Chapter 198: Tired
Chapter 198: Tired
December 31, 624
I pulled into the terminal, feeling the cold air carried from Stronghold Charlie stream out through the open door, stepping into the comparatively warm atmosphere of the Capital. It was the difference between negative 10 degrees and 30 degrees, which may as well feel like the difference between winter and summer.
There were a few other soldiers who got off with me, most moving to greet and hug family that were waiting for them. There were bright smiles all around, decorations put up all around the structure and pillars that reminded me once again that it was Christmas time. My thoughts ended up drifting toward Umara and how, yet again, she wasn’t here with me. I felt lonely while bypassing everyone and leaving the Terminal.
I was greeted with a luxury set of wheels outside, something similar to a short limousine, low riding with a full metal exterior. It had to be heavy but with enough money and magic, it didn’t matter how much weight was on those wheels.
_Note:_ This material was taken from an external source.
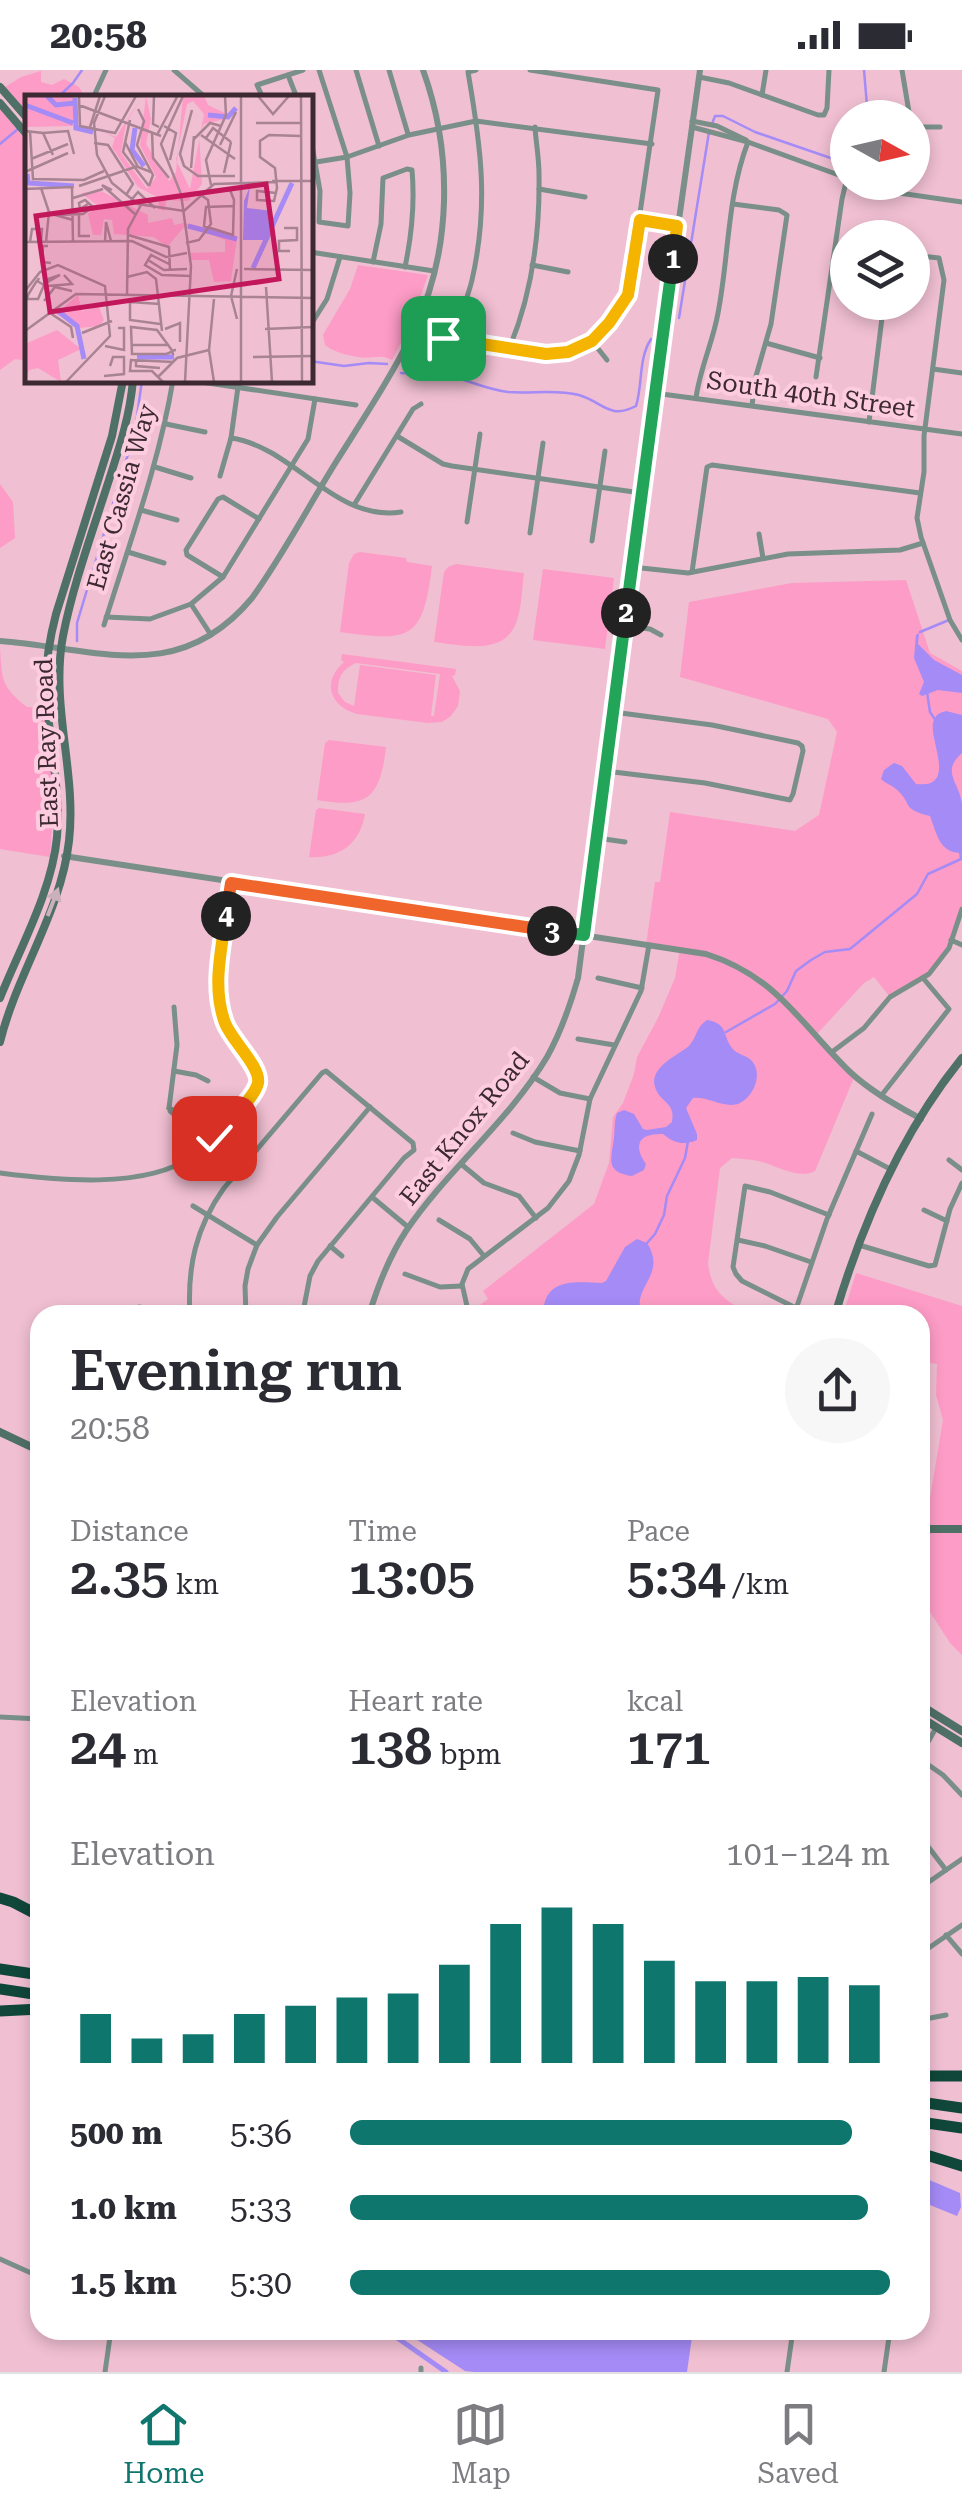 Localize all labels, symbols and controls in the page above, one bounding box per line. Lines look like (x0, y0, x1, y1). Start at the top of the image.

Ovidius was standing outside, taking a step forward to greet me when I approached.
“John, it’s good to see you back.”
“Good to be back. Eager to get down to business?”
“Sawn is eager, but please let him know if you need the rest. We know that you’re a busy man on the front lines, and there’s no reason to focus so much on work when Christmas is here to be celebrated.”
He finished speaking while opening a door, letting me climb in. The interior sported a wrap-around couch with plenty of legroom and headspace. Sawn sat on one end dressed in a light suit with an overcoat. I took one side of the cabin, Ovidius taking the remaining end before closing the door.
We started rolling promptly, Sawn nodding to me when we made eye contact.
“How was your time at the Treehouse?”
“Relatively good. My responsibilities have practically disappeared since I’m gone half the time now. Not necessarily good for my reputation but I don’t really care much about that at this point.”
“Indeed. Your worries are better placed elsewhere, such as developing what you’ve coined magitech. How much thought have you given your work since you left?”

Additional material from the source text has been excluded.